Whenever a line in the following entries includes "canvas", tally it. Report nothing except the final count.
··· The data ···
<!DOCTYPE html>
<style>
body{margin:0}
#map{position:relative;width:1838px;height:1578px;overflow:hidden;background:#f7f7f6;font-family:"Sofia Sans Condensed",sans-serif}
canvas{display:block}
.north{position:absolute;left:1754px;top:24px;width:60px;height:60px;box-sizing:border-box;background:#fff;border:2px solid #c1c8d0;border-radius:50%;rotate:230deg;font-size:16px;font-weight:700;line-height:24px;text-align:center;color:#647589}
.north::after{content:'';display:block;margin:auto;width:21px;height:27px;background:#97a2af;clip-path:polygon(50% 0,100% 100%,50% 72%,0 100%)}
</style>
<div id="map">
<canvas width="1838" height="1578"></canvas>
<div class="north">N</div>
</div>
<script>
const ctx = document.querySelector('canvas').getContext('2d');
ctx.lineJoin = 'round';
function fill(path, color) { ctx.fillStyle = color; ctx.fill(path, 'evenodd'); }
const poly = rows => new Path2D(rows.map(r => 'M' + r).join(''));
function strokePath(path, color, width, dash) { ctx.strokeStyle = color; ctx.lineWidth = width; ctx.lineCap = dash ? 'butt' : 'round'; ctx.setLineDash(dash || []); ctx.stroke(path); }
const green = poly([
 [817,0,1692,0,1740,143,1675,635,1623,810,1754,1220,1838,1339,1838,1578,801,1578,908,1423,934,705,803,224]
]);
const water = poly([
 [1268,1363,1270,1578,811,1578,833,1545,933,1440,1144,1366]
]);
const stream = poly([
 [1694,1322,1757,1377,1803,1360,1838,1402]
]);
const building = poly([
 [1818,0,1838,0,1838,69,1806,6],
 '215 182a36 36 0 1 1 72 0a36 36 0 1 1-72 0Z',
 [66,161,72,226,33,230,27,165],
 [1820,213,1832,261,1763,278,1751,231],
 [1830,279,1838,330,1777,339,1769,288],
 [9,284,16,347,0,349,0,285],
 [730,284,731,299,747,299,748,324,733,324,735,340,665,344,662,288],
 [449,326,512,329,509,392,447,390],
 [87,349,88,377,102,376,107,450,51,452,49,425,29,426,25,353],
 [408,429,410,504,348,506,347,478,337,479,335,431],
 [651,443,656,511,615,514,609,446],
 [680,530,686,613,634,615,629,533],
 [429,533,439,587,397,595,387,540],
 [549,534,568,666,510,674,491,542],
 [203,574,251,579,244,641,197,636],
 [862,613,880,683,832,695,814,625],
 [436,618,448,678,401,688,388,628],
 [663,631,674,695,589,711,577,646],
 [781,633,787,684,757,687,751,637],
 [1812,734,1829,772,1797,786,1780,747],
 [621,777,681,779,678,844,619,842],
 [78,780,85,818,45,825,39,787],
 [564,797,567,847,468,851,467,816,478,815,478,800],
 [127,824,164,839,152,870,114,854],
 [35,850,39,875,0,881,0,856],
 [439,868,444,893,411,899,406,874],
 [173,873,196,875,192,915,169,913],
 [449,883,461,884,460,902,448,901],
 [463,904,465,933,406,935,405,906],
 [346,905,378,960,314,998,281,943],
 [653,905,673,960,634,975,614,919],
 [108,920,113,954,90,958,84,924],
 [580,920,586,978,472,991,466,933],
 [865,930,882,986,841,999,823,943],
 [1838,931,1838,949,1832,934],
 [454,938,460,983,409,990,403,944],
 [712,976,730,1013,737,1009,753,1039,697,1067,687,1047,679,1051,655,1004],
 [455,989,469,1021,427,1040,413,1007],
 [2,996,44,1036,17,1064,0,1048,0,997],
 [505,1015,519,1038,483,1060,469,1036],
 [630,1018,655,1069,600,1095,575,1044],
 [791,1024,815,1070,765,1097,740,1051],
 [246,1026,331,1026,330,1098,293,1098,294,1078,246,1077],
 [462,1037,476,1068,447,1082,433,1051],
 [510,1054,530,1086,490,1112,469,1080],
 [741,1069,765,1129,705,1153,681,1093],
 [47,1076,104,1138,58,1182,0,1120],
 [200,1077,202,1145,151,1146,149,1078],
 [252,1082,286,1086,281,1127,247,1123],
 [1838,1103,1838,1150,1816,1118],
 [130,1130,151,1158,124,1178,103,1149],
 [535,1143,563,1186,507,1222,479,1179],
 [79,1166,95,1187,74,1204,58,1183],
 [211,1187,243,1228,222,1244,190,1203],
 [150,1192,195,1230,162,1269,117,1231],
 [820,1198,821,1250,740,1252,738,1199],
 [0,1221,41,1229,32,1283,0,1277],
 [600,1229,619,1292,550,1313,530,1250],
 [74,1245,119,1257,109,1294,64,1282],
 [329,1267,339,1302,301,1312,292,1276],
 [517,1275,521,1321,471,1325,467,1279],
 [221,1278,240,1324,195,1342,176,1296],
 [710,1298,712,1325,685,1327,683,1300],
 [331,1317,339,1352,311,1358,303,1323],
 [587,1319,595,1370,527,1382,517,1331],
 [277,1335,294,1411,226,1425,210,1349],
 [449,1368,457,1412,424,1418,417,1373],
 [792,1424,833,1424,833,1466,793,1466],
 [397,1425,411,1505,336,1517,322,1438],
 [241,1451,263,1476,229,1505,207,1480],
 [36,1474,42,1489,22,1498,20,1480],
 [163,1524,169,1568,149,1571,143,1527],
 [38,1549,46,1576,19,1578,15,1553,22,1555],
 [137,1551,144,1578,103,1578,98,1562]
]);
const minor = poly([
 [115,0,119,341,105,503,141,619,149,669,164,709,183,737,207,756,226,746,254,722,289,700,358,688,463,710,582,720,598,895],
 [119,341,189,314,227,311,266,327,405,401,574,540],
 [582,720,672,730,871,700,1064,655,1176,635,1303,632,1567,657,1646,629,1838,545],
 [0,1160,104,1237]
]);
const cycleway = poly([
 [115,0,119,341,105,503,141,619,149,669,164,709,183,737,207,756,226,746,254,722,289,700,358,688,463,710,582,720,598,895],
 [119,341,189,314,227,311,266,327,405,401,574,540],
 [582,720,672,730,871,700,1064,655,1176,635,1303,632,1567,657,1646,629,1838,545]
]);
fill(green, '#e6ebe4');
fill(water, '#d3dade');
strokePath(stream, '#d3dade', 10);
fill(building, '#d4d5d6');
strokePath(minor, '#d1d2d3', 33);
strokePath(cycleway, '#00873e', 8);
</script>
···
Result of this exercise:
3